Para el tribunal, este es el dato clave: “le confirió un 'paraguas institucional', en expresión de su propia defensa, que le permitió obtener financiación, y disponer de ingresos para contratar servicios técnicos especializados por importe de cientos de miles de euros, eso sí, carente de un control efectivo y sin pleno sometimiento a los procedimientos ordinarios de contratación”.
Respecto del software creado desde la cátedra y que Gómez registró en su propio nombre, la Audiencia considera que hay suficientes indicios de ilegalidad como para que se enfrente a un jurado. Para los magistrados, hay “indicios verosímiles” de que Gómez desvió el sofrtware hacia su esfera de exclusiva disponibilidad.
Solicitó el registro del dominio y la marca a Transforma TSC S.L., empresa de su propiedad donde se alojó el software. “Existen pues indicios verosímiles que permiten confirmar que la investigada obtuvo un beneficio personal. No resulta lógico crear una sociedad limitada y por ello integrada en el tráfico mercantil, sin un fin económico”.

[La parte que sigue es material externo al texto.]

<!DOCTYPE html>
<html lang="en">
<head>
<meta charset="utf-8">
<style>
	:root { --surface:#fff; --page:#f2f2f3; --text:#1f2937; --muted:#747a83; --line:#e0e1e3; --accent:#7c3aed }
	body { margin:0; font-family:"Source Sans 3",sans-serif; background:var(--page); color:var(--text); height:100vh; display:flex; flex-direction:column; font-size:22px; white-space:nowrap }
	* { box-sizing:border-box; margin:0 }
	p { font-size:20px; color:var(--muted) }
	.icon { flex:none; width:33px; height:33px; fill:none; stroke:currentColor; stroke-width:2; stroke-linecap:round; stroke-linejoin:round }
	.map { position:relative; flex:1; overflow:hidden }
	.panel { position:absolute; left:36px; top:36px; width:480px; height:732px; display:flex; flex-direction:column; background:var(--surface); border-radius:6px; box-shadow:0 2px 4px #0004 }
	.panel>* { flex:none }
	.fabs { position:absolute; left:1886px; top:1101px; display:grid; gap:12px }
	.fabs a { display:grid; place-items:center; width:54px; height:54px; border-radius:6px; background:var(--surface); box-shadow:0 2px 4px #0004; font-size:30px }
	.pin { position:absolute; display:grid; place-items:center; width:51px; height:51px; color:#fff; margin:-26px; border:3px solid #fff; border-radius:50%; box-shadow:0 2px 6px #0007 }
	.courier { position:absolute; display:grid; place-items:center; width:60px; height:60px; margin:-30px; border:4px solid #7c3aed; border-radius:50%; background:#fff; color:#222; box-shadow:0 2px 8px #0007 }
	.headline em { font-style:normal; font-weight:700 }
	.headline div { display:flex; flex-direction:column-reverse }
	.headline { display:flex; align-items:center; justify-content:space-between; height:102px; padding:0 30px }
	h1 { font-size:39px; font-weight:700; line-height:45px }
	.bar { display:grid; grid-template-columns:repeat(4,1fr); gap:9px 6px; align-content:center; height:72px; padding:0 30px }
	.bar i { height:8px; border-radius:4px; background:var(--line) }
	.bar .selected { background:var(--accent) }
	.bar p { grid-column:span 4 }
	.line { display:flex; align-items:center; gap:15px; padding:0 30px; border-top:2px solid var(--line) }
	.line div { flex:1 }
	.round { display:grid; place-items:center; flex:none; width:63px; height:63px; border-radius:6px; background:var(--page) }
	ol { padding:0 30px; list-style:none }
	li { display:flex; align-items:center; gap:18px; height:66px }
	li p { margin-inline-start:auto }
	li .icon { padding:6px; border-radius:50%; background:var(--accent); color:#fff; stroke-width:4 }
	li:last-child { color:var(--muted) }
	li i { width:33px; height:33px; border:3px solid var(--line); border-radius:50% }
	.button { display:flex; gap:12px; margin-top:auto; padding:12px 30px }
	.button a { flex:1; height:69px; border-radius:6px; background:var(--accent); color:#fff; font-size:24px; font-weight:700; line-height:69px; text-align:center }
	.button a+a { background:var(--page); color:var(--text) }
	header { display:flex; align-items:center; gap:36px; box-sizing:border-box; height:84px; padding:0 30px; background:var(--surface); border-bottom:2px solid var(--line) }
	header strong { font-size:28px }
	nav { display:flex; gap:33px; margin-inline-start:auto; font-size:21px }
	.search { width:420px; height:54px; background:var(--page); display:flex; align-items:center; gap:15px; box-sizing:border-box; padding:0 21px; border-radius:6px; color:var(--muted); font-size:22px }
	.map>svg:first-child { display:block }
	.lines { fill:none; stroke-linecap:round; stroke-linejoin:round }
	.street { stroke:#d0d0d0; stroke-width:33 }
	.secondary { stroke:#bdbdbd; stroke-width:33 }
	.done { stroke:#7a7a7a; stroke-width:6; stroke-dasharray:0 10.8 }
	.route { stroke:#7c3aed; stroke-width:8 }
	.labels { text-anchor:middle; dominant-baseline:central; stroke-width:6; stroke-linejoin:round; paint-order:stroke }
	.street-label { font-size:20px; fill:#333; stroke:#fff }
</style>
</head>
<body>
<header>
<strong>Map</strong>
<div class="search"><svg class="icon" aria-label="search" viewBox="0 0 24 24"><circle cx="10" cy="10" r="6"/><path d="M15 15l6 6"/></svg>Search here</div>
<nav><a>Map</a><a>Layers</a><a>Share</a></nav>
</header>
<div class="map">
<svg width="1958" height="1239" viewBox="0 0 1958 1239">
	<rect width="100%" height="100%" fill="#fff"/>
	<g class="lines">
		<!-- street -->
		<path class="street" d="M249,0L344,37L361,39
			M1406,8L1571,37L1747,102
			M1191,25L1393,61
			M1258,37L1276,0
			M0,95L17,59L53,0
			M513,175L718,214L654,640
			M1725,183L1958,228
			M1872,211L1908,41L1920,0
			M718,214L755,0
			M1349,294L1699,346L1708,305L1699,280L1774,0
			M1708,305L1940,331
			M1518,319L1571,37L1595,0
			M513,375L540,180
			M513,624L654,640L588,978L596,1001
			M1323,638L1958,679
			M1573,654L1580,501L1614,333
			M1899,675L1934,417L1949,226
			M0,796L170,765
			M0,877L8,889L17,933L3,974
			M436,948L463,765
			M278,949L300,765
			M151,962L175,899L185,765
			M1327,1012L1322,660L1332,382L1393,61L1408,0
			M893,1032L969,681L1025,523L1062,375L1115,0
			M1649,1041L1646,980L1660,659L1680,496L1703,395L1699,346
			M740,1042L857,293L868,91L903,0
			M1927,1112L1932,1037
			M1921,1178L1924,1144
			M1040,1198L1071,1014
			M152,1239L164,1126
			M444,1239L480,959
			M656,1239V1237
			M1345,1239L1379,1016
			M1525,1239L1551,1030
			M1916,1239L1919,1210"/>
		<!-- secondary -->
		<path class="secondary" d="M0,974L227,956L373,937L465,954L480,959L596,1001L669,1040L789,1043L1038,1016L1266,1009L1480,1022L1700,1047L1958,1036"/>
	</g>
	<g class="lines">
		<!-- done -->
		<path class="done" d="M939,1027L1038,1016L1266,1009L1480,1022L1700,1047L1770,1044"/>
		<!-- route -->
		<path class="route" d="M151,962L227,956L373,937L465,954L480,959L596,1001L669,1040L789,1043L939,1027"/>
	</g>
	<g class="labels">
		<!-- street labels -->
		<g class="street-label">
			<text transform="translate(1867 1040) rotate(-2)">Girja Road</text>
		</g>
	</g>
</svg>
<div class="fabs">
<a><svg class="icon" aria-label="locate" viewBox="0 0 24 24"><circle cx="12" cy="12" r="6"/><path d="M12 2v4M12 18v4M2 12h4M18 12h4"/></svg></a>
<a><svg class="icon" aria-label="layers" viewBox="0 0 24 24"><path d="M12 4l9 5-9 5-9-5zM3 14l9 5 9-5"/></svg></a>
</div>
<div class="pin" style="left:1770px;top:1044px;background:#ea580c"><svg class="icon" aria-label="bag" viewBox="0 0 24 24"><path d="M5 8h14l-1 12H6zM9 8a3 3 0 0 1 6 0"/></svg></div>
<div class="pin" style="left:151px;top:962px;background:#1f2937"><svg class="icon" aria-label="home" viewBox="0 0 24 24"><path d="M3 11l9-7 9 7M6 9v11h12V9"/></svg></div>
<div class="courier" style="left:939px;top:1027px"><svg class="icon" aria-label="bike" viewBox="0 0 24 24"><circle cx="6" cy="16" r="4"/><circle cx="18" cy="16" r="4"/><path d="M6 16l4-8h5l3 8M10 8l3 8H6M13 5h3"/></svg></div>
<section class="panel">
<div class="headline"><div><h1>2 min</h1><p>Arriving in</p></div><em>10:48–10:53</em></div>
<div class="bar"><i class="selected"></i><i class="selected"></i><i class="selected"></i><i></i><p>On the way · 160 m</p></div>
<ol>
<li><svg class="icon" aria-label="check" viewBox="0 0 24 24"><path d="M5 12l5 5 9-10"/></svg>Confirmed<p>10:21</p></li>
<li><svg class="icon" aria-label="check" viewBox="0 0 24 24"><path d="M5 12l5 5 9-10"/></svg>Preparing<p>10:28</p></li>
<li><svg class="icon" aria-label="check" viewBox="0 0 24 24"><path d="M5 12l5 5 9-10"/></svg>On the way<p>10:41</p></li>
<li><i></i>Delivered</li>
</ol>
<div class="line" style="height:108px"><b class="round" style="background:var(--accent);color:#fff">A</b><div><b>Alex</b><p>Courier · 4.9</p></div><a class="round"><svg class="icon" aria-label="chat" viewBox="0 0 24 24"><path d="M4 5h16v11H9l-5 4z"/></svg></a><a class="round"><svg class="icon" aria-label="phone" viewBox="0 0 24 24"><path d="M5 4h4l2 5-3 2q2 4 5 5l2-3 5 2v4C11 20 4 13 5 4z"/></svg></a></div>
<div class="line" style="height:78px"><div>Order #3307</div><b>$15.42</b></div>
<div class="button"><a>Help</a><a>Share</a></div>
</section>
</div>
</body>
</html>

Respecto del delito de malversación, la Sala explica que existen indicios de que existió un perjuicio para la UCM de 113.000 euros, gasto abonado por la universidad en el desarrollo del software al que hay que sumar los costes de personal. “El comportamiento correspondiente a la obtención de un beneficio patrimonial por parte de Gómez ayudada por su asistente debe enmarcarse en el ámbito de la malversación”, al estar afectados fondos públicos.

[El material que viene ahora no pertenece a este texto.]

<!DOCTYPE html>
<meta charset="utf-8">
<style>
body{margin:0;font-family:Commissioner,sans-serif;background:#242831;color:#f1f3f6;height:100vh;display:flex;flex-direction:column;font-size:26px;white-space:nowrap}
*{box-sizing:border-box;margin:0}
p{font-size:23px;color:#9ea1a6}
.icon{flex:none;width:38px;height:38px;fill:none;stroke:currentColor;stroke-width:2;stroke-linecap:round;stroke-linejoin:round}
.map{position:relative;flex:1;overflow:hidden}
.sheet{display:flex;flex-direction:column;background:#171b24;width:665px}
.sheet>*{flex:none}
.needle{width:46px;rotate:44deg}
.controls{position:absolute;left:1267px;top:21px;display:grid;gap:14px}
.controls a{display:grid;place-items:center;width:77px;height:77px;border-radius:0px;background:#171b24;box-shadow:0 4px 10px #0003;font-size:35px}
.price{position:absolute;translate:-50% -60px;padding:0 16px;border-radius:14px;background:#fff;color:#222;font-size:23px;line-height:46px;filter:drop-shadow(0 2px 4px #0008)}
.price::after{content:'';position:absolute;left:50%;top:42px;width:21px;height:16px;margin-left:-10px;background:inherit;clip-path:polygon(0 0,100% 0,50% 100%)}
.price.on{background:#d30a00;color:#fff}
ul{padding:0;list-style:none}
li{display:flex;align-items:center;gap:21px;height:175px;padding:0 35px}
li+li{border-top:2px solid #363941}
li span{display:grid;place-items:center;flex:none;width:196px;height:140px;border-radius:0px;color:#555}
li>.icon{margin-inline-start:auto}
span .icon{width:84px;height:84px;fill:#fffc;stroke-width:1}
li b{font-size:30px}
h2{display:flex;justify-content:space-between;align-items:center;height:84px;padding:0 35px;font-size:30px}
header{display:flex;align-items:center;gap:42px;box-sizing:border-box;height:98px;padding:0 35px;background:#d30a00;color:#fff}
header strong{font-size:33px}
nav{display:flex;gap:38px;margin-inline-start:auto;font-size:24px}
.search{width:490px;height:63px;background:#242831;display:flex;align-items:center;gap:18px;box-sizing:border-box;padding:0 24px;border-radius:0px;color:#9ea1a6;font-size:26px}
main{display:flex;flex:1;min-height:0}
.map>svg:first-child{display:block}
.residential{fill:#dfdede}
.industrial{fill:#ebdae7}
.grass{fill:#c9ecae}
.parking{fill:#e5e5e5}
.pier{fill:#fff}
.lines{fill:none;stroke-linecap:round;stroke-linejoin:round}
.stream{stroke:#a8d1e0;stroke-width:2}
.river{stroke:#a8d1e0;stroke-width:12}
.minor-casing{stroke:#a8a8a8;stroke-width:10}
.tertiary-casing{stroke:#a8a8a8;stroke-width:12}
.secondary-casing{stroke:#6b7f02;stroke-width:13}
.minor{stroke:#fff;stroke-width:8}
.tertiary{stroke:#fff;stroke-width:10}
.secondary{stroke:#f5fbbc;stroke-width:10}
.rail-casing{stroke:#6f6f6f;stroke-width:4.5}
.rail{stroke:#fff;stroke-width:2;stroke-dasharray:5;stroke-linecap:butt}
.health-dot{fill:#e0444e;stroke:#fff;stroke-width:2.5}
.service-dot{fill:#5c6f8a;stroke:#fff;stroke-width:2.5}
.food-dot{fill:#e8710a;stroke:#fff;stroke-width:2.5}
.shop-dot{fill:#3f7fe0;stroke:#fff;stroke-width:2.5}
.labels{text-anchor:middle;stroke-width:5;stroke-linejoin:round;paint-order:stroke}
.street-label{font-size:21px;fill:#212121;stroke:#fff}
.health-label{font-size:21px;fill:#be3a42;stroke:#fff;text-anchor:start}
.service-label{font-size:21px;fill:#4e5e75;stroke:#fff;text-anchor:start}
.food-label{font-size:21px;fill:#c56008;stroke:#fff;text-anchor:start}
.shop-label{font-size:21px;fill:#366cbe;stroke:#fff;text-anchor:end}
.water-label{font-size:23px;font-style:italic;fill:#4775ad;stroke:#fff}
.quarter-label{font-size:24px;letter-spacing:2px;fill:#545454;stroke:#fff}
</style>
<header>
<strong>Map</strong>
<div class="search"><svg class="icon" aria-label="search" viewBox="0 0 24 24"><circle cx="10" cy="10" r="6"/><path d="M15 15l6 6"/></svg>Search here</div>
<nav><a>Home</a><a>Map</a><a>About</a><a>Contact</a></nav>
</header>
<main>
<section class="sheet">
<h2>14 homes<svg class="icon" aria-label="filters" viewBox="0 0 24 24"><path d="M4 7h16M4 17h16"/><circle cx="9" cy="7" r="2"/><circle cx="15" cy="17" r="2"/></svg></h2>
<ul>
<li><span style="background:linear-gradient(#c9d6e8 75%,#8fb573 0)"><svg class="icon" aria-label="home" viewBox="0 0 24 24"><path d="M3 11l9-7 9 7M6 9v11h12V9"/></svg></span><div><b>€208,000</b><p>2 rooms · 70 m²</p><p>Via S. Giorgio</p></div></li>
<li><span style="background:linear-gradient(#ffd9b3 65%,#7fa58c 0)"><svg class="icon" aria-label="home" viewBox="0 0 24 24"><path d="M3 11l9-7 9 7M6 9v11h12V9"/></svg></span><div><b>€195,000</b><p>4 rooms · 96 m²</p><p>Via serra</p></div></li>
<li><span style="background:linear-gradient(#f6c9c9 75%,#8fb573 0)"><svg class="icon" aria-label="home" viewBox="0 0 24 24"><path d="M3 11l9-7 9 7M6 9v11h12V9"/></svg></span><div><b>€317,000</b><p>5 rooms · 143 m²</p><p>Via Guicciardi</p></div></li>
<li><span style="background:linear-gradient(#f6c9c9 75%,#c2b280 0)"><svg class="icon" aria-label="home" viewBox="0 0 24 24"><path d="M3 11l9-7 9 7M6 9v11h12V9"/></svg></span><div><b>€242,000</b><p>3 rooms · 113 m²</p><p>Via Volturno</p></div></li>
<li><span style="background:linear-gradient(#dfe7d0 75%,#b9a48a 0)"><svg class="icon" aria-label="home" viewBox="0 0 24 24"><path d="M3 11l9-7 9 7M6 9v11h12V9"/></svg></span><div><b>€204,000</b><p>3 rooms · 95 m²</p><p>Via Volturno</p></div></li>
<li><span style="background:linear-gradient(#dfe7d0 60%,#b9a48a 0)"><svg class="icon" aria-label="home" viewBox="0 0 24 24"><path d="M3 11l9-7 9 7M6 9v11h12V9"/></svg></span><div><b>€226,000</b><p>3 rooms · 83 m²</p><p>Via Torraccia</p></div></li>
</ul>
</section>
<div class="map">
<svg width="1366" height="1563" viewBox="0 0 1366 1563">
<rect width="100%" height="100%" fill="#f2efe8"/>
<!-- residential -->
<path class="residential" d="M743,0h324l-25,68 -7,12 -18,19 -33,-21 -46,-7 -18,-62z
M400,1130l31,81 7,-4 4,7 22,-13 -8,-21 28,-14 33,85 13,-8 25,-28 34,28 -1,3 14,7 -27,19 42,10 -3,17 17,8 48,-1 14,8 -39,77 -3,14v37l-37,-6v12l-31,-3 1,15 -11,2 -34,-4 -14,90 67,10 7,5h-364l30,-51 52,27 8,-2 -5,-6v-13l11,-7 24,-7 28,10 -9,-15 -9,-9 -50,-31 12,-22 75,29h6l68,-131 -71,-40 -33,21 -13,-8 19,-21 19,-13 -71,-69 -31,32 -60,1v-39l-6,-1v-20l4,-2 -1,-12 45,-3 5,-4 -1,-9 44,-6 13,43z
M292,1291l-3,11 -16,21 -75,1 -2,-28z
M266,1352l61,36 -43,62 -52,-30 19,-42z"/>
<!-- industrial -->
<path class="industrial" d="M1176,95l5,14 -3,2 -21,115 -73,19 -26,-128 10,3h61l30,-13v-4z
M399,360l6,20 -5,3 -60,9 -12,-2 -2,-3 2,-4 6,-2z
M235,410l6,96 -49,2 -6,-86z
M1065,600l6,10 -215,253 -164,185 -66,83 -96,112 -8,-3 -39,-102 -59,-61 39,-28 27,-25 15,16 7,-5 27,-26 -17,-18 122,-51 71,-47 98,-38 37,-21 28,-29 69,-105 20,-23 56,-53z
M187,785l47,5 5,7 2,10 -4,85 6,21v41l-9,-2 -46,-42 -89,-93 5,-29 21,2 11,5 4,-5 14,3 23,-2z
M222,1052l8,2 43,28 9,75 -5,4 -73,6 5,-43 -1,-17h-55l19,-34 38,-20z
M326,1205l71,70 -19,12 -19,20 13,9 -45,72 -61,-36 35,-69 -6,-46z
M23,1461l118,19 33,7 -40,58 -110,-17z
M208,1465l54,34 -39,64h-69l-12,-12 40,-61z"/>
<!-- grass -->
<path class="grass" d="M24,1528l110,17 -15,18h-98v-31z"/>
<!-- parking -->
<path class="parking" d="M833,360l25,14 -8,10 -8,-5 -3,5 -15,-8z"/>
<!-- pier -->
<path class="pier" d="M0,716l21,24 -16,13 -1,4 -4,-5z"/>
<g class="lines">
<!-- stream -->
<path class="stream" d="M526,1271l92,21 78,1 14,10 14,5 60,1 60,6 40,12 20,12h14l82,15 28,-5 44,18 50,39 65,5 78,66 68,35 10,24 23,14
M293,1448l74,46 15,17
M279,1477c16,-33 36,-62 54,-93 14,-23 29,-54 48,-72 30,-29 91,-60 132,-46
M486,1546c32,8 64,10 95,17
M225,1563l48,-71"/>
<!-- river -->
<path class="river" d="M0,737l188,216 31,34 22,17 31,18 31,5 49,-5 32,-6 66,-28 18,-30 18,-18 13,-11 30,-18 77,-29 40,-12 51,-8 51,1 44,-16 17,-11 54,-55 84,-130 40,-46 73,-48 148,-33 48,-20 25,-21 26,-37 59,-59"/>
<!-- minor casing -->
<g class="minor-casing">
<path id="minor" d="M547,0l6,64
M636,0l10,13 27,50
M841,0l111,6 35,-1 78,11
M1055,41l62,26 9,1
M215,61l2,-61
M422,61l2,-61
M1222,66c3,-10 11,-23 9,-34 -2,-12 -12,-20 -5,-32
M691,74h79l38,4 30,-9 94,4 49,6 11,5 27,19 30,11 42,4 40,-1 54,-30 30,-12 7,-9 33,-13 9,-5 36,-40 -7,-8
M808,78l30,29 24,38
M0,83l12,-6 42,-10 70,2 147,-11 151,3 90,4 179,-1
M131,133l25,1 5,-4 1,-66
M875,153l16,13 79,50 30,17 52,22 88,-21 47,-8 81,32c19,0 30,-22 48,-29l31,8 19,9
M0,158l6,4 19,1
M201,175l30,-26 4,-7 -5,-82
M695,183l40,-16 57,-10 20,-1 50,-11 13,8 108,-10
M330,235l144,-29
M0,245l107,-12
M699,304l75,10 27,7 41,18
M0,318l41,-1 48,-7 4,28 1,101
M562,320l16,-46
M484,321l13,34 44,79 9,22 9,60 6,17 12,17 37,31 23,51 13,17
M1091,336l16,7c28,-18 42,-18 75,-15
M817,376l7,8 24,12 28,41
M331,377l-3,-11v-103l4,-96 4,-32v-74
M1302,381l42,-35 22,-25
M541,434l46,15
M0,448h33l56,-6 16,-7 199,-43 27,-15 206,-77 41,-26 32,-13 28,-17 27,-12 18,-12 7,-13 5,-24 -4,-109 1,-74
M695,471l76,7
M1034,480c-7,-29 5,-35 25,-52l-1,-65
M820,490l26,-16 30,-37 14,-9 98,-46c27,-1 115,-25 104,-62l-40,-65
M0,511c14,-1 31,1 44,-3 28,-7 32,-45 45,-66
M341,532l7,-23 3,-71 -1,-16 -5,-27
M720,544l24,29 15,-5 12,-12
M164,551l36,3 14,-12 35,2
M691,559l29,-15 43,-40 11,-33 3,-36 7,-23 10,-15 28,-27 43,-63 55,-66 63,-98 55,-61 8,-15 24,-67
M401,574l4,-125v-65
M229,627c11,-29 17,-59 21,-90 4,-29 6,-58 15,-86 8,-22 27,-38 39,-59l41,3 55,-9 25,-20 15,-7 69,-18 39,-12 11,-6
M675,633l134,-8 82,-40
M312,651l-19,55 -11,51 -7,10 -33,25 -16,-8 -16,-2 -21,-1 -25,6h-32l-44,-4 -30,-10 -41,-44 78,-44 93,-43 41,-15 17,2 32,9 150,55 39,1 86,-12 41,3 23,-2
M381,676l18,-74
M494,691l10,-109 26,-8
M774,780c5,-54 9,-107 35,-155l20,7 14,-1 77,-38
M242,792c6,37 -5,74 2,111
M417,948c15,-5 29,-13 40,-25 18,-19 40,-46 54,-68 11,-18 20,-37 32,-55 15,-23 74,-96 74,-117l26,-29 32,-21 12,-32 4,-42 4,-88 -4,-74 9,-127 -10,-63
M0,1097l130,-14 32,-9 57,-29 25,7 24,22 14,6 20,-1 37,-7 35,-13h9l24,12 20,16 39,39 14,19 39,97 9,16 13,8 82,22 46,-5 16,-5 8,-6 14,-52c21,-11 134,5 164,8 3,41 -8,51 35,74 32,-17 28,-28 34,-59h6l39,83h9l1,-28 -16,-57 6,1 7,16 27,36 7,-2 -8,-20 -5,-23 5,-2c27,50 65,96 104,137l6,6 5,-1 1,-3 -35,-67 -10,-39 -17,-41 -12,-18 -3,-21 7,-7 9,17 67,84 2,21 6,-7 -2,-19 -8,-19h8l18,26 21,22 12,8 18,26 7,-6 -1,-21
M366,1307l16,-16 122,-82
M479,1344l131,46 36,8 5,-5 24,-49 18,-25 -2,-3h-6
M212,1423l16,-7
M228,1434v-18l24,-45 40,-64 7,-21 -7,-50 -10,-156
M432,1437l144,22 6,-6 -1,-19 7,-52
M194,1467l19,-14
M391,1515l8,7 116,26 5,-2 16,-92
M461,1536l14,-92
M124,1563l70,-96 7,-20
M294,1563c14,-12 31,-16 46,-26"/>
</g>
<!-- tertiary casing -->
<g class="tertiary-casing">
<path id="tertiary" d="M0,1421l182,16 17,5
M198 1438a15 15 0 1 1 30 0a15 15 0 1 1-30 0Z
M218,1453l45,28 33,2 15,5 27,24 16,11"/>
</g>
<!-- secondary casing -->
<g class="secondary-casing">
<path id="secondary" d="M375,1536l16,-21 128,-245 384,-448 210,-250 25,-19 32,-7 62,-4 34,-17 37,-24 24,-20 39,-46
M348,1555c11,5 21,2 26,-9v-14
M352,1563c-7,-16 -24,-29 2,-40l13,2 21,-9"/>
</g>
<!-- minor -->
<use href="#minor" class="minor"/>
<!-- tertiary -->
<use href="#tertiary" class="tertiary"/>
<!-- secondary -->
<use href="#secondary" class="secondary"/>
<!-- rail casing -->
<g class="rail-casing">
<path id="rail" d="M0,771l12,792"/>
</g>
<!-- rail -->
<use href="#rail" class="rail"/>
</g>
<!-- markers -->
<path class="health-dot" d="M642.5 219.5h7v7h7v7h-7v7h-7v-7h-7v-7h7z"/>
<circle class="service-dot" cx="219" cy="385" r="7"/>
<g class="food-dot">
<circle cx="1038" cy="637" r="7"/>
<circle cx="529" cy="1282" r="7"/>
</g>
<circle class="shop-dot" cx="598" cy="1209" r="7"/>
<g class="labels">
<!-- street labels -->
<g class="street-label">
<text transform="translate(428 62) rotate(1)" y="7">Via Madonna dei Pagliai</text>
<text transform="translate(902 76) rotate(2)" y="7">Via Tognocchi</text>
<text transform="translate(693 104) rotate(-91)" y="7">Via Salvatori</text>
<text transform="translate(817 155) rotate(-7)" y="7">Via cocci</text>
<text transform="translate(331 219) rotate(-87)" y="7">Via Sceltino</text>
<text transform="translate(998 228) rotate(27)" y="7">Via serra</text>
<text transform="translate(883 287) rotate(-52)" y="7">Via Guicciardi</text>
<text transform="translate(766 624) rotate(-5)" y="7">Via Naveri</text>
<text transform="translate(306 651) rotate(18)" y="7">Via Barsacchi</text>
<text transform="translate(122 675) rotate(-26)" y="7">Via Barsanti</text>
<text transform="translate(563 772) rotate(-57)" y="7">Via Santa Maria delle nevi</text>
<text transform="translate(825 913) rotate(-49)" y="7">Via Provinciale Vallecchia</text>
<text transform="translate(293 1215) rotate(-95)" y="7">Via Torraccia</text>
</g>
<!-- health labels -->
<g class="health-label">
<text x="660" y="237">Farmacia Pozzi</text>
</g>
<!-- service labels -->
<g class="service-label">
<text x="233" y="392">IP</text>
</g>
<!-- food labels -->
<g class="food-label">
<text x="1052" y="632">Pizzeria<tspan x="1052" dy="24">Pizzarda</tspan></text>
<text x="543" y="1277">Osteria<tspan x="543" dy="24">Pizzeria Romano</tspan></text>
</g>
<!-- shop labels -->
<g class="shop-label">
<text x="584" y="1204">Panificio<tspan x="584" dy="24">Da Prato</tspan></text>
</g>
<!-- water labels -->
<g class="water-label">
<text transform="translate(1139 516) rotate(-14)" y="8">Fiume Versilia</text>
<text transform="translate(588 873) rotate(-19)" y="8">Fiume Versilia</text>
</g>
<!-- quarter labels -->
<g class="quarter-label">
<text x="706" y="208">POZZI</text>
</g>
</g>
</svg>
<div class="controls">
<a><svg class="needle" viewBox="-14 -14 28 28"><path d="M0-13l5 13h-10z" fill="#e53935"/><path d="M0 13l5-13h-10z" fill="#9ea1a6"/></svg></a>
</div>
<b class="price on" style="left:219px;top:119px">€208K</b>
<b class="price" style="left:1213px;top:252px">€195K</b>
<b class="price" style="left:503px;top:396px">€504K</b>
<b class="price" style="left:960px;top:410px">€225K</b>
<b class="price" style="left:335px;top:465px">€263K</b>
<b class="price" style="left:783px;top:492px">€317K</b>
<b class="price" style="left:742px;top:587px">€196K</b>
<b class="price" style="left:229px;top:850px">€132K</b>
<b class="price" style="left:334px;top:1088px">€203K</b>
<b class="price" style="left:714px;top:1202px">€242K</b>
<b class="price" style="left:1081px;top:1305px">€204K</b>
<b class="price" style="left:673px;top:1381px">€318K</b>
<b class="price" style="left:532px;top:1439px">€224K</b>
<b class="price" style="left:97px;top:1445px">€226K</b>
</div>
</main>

El tribunal reitera que una vez que Gómez aceptó el puesto de codirección de la cátedr asume funciones de protección del patrimonio público y por tanto aunque no sea funcionaria puede ser perseguida por este delito.
“En conclusión, los indicios que existen sobre Gómez sitúan su participación en unos presuntos delitos de tráfico de influencias cometidos por particular tanto en relación con la creación de la cátedra como en la intermediación en favor de Juan Carlos Barrabés y malversación de patrimonio público cometido por funcionario público en relación tanto al destino del software como en la utilización para fines privados de su asistente personal, designada como esposa del Presidente de Gobierno. No así del delito de apropiación indebida y el de administración desleal. Tampoco consideramos existan indicios respecto del delito de corrupción en los negocios”, finaliza.